# dart frog set up.



## deaxone (Feb 25, 2008)

im gonna make a naturalistic looking dart frog viv with a shallow moving stream.
any tips or pics of nice set ups,
im not gonna rush,i wonna nick all the best ideas and get it looking realy realistic.
i know thers sum bluddy amazin ones out there so if thats u SHOW IT OFF.


----------



## matt020593 (Oct 10, 2006)

Oh god, make sure it's what you completely want to do. I started a paludarium last year and have only just got back onto doing it.
Expanding foam is usually best for making backgrounds/water features.
Vivarium Forums has been helpful to me.


----------



## 955i (Aug 17, 2007)

You got good hints and links from people in your last thread about this!

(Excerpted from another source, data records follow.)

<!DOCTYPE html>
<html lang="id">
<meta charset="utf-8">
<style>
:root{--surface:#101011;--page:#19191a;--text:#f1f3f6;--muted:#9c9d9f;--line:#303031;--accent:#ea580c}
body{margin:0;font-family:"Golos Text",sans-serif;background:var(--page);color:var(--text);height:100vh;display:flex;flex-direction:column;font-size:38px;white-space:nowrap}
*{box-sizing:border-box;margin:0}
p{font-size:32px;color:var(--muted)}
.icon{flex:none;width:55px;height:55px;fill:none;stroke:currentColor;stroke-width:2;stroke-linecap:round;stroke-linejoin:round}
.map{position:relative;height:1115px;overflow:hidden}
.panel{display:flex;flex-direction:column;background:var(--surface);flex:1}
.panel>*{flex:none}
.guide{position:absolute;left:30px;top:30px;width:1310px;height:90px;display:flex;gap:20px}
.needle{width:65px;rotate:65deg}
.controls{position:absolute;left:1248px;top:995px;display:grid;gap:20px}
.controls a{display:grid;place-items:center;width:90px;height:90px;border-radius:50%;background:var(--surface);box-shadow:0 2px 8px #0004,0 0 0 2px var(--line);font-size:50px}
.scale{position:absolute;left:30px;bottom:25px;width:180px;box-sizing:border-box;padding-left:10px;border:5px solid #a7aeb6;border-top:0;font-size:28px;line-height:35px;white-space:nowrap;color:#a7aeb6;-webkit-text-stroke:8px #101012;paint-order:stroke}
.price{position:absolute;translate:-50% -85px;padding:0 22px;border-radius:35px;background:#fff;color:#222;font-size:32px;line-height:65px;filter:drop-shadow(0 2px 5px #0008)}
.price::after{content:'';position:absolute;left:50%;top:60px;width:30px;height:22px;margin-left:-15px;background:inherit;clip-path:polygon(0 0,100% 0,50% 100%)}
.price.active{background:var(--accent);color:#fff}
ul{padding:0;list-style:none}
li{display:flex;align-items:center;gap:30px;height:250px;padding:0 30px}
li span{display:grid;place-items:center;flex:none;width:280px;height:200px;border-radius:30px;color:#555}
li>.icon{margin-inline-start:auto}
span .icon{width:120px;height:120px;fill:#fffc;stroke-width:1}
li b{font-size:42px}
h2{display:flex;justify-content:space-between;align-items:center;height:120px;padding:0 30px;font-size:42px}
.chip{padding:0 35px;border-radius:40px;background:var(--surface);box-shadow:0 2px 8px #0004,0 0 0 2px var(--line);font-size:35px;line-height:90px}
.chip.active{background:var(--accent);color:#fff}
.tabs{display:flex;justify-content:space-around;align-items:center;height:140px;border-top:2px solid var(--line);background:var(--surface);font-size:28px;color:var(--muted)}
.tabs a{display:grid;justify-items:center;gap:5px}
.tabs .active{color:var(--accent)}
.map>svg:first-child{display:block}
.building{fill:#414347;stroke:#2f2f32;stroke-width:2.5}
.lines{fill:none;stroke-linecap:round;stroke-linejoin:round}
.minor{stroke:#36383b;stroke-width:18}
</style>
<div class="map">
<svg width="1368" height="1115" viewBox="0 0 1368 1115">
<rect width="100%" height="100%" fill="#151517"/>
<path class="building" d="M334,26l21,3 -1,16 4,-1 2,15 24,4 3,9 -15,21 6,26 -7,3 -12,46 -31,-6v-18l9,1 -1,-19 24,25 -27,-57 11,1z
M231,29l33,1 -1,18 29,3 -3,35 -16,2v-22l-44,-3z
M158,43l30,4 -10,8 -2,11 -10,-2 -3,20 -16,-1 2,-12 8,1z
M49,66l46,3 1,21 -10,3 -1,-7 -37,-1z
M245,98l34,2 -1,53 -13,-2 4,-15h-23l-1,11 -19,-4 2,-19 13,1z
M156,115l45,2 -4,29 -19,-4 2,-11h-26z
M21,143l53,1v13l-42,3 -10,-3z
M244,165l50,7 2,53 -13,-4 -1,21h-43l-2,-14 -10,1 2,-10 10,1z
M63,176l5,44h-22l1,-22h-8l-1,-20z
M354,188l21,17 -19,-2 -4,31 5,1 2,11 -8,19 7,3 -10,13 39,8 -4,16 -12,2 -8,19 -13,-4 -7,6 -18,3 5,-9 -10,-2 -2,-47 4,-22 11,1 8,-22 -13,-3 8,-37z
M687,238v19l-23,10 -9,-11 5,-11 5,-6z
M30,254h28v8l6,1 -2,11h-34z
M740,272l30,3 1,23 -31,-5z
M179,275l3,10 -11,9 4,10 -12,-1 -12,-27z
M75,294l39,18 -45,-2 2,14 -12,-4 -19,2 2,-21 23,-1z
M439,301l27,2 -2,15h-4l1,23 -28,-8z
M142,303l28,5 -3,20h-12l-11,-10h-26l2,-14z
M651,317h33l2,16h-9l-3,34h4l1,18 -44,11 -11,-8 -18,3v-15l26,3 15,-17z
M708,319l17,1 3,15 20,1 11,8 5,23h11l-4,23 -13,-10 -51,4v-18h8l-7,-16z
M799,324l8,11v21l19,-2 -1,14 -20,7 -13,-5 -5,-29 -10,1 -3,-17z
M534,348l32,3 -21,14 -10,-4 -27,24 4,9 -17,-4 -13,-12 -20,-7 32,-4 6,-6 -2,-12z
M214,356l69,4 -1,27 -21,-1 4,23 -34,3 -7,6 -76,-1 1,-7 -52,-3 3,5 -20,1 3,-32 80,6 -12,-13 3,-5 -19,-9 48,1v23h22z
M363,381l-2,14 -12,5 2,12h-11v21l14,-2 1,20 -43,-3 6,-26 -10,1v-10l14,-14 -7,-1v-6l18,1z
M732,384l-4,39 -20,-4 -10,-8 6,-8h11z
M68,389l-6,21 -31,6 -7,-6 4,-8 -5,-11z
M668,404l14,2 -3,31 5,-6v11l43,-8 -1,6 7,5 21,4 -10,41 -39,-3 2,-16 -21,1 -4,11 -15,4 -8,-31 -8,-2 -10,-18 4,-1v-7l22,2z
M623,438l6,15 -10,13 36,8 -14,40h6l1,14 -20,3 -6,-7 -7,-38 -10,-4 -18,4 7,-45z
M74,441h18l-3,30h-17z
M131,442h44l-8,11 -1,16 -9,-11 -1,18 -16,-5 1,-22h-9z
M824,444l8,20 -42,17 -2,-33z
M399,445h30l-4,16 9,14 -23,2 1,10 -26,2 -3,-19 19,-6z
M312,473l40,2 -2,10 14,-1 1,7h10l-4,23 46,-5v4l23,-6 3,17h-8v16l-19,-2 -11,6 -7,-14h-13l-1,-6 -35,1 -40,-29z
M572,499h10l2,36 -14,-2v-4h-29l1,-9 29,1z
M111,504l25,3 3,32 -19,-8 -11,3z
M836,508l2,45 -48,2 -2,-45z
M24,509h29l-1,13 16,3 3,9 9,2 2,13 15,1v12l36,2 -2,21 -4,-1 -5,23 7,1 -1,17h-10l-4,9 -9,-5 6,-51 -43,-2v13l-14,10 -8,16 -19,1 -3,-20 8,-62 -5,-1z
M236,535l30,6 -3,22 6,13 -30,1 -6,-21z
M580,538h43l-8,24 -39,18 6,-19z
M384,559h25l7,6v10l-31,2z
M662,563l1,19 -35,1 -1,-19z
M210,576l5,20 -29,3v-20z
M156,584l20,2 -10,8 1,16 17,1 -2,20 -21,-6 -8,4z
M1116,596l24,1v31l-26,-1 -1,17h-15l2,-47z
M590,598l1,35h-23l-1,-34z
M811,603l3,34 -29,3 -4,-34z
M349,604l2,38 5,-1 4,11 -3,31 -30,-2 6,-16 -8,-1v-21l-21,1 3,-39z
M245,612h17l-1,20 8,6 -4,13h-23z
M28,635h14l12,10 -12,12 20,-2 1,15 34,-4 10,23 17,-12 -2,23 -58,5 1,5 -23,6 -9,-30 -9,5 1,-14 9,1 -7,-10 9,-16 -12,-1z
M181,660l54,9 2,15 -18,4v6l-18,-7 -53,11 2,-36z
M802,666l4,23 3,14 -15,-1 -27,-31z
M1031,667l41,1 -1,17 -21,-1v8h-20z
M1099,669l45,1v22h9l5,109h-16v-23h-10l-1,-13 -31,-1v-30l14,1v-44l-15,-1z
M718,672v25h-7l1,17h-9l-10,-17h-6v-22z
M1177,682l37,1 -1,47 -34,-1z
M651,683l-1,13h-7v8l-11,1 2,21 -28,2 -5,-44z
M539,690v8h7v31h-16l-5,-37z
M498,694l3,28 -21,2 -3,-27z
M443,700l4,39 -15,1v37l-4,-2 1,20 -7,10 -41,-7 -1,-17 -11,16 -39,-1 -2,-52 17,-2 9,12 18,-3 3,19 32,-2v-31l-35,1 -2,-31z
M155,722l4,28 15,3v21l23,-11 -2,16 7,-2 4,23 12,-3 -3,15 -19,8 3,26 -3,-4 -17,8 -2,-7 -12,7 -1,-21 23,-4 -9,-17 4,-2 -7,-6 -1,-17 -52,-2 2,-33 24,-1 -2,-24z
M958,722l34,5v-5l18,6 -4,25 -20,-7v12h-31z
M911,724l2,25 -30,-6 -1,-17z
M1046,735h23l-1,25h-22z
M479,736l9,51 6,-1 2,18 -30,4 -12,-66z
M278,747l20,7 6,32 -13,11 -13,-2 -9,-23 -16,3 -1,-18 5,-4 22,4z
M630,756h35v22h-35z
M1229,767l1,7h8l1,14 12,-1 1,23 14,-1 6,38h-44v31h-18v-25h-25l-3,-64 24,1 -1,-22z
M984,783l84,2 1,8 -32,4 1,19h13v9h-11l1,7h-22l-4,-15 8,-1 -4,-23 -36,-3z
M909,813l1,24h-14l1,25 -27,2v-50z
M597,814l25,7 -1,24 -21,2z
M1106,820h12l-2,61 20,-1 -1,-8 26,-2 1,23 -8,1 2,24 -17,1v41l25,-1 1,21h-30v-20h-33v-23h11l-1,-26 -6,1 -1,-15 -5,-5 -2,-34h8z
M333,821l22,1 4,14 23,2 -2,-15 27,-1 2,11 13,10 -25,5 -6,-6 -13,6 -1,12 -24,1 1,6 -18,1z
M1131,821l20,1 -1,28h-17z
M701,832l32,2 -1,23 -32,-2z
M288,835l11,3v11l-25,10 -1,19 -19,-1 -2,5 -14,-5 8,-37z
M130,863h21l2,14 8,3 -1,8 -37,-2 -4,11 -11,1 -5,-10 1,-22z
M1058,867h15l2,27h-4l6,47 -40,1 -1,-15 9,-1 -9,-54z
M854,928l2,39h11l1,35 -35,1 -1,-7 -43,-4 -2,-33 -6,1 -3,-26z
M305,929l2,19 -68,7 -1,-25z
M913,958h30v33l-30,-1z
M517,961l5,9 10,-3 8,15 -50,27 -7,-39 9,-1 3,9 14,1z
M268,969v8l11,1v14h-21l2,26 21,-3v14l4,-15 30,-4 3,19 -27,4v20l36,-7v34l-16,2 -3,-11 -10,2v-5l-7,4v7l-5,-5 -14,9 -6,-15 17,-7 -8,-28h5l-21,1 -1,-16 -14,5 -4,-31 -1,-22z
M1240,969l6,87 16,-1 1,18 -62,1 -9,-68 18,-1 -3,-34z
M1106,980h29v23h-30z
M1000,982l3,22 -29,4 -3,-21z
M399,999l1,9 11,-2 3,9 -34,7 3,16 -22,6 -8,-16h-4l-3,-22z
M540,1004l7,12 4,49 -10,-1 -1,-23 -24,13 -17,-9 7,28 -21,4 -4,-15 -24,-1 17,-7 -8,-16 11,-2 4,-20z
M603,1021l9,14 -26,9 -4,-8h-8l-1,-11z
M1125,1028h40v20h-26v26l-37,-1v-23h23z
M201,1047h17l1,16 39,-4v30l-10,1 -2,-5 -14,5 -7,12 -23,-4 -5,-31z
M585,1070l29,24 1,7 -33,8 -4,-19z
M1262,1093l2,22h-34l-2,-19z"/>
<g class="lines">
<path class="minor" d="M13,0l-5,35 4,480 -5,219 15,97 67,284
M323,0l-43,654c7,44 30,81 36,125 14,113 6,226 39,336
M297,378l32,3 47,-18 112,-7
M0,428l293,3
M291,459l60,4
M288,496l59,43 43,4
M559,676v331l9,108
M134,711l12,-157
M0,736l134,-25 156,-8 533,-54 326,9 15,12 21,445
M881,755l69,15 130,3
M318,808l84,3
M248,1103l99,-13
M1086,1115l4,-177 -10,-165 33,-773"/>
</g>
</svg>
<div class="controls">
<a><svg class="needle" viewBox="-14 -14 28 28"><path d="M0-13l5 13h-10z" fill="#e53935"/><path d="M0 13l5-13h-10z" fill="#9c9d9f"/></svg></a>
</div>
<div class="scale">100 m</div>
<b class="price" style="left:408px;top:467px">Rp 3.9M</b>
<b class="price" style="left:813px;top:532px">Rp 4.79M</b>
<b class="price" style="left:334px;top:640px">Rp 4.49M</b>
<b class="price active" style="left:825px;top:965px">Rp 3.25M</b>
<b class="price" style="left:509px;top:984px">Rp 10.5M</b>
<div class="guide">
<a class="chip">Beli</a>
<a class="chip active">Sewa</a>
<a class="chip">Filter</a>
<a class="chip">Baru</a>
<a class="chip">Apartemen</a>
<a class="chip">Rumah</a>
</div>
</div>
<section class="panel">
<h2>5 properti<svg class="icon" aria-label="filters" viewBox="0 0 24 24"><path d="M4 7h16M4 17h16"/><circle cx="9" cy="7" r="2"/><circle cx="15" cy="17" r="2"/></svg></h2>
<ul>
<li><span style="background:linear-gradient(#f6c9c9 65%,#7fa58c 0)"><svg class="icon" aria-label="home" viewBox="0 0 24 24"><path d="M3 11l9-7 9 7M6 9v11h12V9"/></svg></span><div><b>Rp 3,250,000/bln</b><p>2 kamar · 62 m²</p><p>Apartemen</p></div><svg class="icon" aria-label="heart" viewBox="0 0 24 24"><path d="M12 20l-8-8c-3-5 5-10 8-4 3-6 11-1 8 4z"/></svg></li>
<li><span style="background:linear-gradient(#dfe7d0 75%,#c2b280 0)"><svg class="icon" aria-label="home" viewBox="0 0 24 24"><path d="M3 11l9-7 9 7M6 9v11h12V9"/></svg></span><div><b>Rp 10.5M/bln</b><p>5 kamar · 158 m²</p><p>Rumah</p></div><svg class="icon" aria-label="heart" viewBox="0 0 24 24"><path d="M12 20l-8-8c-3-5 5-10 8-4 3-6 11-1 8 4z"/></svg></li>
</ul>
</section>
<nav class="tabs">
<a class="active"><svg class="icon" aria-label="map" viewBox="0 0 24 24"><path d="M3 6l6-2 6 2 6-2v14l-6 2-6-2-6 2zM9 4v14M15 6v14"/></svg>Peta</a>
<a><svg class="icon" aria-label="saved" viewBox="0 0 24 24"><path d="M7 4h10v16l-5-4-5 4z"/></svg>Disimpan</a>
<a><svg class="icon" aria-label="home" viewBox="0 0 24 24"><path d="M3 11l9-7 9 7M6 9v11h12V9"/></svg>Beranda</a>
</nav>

Try re-reading that one :whistling2:


----------



## deaxone (Feb 25, 2008)

ive read the links m8.just wonna see some different vivs and other ppls opinions.like i say i dont wonna rush. and this is the best place for an array of oppinions.
unless im taking up too much thread room for u.?


----------



## deaxone (Feb 25, 2008)

ok heres a moving water thing i did for my crestys.i want the dart frog viv to look more jungly and troppical.any ideas or pics peeps????


----------



## matt020593 (Oct 10, 2006)

Add more plants and moss then it will look like a jungle.


----------



## Spikebrit (Oct 23, 2006)

i've spent ages doing mine, i have a running water fall coming across the center of my viv made out of slate, finishing in a little pond which opens onto the fake bottome where all the water is filtered the pumped round again. i also have various live plants growing in there, various ferns, mosses, inch plants, spider plants, and a few things i cant remember. I've also just done one for my pygmy chams as well tho i am getting a mold which i dont like appearing so may have to re think.


----------



## deaxone (Feb 25, 2008)

may i see some pics please
looking for inspiration(ahh who am i kidding i just wonna nick all the best ideas.lol)


----------



## deaxone (Feb 25, 2008)

how do i attatch moss to vertical and over hanging background.???
also can i use native mosses or do i need to buy special stuff?
sorry if this all sounds really elementry.


----------



## 955i (Aug 17, 2007)

deaxone said:


> how do i attatch moss to vertical and over hanging background.???
> also can i use native mosses or do i need to buy special stuff?
> sorry if this all sounds really elementry.


You can attach moss using cocktail sticks (broken in half so no sharp points).

You can use native and it may or may not take, bit of a gamble. Just make sure it is collected from somewhere you know there is no pollution from cars etc.

Alternatively, you can buy tropical mosses reasonably cheap here: E.N.T. Terrarientechnik


----------



## Punchfish (Jun 13, 2008)

check out dendroworld.co.uk its got loads of info and ideas.


----------



## deaxone (Feb 25, 2008)

many thanks.
im learnin evry day
anyone got pics of theyre set up?,
sort of in need of some inspiration


----------



## wayne g (Mar 4, 2008)

Punchfish said:


> check out dendroworld.co.uk its got loads of info and ideas.


+1


dartfrogs are niche/specialist imo and you ned specific advise.
that site has helped me no end since i started keeping them.
: victory:


----------



## deaxone (Feb 25, 2008)

sorry wain ddnt see that 1st post,
nice1 m8


----------



## Spikebrit (Oct 23, 2006)

i'll get pics eventually im moving at the mo so pester me in a week or so and i shall take some. I do have some of me building it, but i've redone it so many times since then it looks nothing like it now.


----------